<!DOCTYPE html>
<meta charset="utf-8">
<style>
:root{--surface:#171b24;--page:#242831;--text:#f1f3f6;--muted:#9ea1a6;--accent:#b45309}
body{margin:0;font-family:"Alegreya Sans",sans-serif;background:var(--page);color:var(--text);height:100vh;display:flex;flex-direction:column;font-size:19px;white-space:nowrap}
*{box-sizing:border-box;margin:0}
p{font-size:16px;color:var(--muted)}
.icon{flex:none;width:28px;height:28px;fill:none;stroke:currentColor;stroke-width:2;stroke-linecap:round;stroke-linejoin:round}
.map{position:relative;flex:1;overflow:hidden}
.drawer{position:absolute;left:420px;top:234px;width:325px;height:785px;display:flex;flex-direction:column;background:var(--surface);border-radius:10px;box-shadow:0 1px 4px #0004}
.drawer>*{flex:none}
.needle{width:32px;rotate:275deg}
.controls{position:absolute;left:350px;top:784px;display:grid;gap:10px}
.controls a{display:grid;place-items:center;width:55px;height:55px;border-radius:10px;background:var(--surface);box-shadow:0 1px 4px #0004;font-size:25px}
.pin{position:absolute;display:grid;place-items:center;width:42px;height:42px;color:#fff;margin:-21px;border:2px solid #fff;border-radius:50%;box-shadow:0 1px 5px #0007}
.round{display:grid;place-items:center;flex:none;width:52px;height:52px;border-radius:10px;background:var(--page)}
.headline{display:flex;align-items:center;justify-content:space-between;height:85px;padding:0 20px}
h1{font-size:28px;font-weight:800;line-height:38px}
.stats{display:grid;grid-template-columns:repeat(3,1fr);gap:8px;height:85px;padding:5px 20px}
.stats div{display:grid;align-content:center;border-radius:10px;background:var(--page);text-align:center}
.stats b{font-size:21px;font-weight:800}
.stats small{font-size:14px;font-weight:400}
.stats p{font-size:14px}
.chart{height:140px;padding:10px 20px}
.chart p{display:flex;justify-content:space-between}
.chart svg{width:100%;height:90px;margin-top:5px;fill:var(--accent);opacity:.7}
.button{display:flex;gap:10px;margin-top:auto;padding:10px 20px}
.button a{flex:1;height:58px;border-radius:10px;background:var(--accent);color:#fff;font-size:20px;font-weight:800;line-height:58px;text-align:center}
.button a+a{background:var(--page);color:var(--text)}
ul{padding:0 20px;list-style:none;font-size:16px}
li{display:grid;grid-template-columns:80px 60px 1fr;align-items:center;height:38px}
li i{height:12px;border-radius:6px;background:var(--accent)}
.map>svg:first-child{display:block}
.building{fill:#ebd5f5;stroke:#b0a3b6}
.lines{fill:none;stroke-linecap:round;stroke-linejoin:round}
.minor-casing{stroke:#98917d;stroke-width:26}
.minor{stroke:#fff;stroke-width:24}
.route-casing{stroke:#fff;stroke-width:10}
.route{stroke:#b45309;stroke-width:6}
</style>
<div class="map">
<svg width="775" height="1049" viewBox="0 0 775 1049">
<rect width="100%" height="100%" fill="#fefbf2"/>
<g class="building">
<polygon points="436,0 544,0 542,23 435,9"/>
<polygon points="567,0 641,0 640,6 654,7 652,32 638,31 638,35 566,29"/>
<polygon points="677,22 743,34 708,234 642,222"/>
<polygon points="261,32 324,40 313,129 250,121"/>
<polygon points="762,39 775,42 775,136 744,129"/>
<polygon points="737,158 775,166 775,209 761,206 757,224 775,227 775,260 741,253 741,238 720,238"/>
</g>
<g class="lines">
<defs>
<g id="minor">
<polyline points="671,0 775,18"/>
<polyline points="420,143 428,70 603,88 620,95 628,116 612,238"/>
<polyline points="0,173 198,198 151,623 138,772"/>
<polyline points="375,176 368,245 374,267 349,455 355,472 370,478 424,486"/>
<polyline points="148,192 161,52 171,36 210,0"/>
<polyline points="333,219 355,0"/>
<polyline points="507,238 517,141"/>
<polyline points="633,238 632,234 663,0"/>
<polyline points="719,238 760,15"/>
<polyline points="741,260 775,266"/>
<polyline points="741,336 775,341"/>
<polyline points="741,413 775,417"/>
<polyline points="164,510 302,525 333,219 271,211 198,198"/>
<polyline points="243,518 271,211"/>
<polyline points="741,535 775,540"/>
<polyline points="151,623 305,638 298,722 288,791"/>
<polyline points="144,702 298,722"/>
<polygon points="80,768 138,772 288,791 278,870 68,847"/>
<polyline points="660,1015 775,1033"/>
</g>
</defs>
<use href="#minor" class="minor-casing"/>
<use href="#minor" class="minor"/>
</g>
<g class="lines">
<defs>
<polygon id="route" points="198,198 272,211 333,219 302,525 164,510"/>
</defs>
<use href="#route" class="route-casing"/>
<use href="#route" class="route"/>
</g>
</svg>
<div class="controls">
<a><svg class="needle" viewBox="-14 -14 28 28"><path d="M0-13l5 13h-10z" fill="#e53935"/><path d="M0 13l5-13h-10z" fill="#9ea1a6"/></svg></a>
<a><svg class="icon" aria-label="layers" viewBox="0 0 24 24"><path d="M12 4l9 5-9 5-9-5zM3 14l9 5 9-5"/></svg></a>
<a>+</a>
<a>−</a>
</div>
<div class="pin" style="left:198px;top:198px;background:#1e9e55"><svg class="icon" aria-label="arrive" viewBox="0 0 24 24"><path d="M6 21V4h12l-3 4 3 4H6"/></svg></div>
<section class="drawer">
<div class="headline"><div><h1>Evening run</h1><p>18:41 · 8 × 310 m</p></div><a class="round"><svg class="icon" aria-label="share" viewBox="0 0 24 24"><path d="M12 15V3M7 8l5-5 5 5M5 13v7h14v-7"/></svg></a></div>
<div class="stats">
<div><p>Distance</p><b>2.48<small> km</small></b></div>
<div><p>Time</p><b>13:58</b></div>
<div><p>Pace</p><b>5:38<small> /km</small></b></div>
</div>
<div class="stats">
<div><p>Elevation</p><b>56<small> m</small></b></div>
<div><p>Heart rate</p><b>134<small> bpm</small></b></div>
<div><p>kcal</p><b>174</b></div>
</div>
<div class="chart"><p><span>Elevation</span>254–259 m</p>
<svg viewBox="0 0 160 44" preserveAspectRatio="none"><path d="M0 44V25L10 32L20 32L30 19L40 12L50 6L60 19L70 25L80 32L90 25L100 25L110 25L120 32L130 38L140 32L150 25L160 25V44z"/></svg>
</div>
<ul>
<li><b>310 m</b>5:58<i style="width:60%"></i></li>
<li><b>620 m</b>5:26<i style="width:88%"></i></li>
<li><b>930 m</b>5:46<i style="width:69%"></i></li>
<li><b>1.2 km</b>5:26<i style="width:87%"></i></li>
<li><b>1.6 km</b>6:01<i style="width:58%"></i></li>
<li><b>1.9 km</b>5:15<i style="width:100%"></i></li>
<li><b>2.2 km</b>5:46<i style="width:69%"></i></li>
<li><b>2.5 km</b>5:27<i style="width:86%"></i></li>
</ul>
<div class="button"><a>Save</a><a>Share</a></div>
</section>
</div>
--
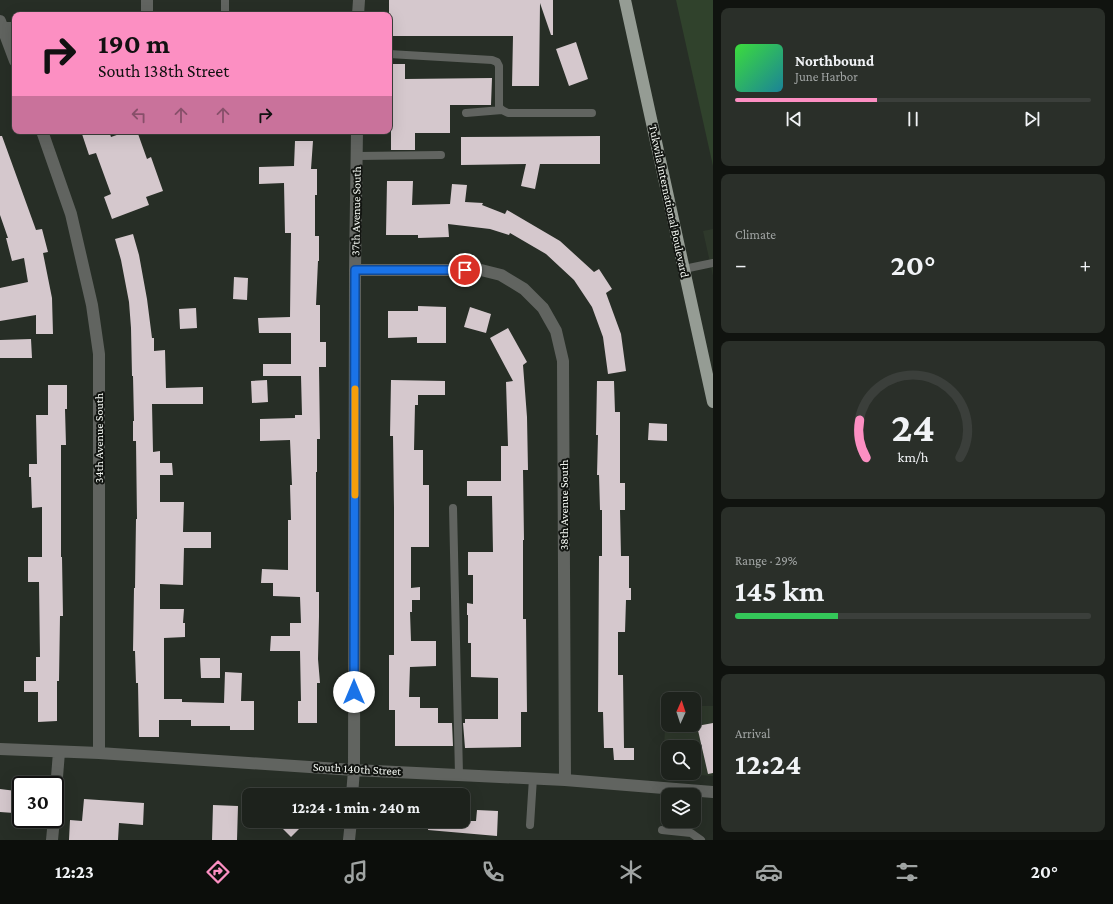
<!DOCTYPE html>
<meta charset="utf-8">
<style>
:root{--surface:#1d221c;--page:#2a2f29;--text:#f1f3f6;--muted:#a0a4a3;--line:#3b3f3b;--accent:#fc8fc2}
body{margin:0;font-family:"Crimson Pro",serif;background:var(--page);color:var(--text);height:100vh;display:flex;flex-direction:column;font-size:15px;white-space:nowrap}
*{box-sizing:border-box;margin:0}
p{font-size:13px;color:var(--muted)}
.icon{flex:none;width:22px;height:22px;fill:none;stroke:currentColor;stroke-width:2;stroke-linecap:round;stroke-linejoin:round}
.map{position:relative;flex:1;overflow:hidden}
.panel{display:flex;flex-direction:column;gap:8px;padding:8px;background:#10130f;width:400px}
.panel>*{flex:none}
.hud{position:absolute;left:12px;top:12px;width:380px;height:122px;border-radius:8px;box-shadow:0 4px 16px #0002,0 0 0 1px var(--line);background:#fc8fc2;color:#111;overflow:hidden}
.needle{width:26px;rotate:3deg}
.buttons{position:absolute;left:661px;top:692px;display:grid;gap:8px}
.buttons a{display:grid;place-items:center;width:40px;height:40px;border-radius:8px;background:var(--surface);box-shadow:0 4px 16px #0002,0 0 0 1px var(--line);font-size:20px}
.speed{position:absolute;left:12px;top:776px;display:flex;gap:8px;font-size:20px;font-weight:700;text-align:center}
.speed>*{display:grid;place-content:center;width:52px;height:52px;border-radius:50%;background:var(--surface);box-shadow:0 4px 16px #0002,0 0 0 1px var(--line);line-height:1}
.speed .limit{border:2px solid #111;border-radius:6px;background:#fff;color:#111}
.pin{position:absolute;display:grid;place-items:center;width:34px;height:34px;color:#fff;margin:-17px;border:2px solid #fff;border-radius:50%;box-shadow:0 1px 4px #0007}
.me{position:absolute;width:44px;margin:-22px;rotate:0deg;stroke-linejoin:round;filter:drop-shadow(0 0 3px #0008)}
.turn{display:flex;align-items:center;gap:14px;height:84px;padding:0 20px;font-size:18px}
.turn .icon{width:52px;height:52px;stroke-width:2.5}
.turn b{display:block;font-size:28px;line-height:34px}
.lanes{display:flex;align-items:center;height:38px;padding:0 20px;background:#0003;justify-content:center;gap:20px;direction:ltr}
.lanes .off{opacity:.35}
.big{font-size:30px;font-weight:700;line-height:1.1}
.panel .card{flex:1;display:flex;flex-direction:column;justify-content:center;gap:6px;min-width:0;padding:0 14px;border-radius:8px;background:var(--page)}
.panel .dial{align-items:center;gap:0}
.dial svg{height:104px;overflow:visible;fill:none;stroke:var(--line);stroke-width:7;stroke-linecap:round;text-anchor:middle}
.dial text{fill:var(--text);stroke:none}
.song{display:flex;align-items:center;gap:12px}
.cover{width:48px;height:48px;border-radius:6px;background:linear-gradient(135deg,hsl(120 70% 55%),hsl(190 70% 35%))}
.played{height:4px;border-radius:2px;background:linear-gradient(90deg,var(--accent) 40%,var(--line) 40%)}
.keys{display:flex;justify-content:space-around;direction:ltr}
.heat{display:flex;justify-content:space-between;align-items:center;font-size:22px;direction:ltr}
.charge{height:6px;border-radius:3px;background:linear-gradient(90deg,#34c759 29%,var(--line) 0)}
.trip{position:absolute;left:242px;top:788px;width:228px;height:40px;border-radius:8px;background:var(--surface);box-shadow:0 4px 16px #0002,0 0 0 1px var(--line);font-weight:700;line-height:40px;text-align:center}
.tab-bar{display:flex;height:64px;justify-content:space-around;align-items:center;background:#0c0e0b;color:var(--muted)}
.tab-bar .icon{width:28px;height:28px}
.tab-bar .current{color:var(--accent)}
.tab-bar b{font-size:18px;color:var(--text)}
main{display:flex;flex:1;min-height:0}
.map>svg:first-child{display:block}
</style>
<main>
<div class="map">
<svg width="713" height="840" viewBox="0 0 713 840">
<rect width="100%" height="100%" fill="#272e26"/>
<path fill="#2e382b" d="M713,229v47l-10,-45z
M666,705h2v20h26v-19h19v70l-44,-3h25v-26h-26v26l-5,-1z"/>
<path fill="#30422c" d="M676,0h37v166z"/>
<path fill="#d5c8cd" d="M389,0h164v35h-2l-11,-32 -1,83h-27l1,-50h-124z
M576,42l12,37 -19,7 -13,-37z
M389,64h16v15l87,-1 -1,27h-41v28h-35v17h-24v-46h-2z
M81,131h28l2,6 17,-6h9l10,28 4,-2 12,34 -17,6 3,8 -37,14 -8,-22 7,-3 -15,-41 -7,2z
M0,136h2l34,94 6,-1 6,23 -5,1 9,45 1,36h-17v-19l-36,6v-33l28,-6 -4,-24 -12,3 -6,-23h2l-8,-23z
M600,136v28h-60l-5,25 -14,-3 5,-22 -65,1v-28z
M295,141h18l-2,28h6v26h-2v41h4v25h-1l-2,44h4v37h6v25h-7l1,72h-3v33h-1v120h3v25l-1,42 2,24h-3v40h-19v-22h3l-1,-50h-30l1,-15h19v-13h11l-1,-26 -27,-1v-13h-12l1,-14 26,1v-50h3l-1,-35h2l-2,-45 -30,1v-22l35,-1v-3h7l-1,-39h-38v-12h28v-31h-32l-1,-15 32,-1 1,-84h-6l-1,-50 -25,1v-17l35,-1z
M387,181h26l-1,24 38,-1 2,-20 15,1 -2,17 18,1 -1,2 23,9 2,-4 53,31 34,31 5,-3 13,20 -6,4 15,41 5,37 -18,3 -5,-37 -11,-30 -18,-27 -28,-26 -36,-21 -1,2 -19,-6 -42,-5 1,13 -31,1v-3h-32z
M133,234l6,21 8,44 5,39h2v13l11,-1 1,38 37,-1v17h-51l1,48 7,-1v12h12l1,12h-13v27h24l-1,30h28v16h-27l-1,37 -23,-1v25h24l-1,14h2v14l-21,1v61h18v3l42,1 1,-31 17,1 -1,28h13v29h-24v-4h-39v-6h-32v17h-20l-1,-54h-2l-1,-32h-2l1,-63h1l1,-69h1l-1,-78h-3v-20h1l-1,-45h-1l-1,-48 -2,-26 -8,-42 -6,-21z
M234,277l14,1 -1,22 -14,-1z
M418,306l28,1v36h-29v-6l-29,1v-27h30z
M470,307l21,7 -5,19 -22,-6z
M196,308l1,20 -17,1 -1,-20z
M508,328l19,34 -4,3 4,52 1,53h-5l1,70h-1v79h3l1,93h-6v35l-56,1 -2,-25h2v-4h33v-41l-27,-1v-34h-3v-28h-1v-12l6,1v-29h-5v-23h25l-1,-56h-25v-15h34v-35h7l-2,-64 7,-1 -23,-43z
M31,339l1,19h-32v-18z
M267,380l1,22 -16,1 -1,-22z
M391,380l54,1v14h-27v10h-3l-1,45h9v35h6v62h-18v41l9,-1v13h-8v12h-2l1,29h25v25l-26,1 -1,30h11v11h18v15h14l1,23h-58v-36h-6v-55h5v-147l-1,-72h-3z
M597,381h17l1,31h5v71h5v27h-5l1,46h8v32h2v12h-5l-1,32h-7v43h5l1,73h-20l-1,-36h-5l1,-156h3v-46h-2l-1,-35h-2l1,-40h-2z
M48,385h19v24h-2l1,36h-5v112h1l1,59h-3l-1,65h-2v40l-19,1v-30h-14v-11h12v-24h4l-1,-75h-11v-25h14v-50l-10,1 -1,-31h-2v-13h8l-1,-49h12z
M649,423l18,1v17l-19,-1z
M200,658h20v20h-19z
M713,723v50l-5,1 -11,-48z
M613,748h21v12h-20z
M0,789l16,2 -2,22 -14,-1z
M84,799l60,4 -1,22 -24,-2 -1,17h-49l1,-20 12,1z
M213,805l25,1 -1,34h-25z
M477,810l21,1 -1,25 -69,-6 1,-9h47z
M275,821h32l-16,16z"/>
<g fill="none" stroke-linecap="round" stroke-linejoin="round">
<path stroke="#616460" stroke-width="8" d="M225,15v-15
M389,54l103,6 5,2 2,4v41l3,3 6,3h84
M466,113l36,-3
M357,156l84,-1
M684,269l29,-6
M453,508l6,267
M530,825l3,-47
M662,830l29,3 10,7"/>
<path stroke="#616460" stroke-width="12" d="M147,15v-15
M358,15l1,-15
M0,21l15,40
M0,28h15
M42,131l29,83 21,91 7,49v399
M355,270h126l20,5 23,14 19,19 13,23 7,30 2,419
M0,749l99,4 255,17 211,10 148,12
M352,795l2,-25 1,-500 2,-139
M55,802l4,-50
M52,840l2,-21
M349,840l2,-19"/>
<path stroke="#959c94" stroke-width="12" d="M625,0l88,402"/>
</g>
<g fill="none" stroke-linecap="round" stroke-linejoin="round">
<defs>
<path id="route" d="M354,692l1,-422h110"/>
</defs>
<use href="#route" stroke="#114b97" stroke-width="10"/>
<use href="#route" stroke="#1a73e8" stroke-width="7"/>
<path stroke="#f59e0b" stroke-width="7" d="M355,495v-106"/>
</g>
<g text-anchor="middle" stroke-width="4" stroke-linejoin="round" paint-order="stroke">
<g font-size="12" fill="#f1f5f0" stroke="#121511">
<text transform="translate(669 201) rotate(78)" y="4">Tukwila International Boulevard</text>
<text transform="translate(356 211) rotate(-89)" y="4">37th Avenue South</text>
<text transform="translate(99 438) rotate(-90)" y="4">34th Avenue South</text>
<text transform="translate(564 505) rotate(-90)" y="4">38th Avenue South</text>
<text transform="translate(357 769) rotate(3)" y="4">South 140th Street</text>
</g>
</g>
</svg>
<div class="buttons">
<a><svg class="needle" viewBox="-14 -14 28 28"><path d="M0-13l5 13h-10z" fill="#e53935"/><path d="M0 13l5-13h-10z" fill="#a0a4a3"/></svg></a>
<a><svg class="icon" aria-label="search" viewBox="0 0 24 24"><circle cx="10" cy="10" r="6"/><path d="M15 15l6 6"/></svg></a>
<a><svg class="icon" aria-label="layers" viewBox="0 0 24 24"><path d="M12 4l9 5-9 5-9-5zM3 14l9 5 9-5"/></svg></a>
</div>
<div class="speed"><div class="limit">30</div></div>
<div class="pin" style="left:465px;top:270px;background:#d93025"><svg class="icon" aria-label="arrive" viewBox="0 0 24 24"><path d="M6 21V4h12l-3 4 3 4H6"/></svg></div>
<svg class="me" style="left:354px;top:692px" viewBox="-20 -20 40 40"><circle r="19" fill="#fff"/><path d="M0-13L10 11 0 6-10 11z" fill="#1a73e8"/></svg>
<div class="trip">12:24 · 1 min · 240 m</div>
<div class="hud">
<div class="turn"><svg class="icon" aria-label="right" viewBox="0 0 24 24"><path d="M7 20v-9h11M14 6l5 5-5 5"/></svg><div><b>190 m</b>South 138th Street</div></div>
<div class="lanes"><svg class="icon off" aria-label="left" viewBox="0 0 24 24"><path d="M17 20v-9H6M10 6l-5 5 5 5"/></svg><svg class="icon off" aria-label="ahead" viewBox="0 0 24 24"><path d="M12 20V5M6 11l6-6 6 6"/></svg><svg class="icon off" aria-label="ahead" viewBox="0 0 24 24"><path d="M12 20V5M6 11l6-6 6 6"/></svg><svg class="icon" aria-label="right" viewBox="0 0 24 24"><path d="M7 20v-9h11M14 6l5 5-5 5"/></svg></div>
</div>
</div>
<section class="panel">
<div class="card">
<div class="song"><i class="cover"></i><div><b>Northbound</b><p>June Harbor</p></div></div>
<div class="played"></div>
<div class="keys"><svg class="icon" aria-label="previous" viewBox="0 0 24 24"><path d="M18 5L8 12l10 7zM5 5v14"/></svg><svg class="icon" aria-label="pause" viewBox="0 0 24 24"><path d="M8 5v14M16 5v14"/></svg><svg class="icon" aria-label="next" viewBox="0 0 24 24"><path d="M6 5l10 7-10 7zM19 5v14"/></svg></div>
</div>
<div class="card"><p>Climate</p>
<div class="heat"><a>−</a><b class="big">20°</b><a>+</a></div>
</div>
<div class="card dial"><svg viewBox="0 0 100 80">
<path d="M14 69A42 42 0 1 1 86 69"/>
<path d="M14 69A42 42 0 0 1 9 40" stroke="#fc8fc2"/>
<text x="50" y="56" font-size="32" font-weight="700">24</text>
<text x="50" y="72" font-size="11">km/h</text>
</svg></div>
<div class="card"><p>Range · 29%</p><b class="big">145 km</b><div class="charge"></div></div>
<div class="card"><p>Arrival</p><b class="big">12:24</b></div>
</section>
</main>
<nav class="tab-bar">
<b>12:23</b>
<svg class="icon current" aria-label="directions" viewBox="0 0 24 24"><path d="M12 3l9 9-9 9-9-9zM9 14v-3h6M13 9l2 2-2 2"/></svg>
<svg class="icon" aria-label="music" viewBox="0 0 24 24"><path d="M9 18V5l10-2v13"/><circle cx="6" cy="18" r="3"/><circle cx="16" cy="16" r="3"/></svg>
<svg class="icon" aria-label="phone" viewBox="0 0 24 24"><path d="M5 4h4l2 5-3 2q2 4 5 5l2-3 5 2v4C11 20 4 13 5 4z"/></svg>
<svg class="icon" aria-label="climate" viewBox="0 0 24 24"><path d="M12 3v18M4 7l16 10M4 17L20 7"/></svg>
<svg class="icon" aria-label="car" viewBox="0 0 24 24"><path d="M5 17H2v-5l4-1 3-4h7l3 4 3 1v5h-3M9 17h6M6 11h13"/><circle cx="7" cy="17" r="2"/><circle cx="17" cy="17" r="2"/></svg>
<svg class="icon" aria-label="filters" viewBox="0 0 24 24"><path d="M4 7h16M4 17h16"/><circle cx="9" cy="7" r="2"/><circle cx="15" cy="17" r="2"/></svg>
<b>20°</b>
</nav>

## TASK INSTRUCTIONS
Go through the listing above, and whenever a line holds the word "Elevation", copy it.

## TASK SOLUTION
<div><p>Elevation</p><b>56<small> m</small></b></div>
<div class="chart"><p><span>Elevation</span>254–259 m</p>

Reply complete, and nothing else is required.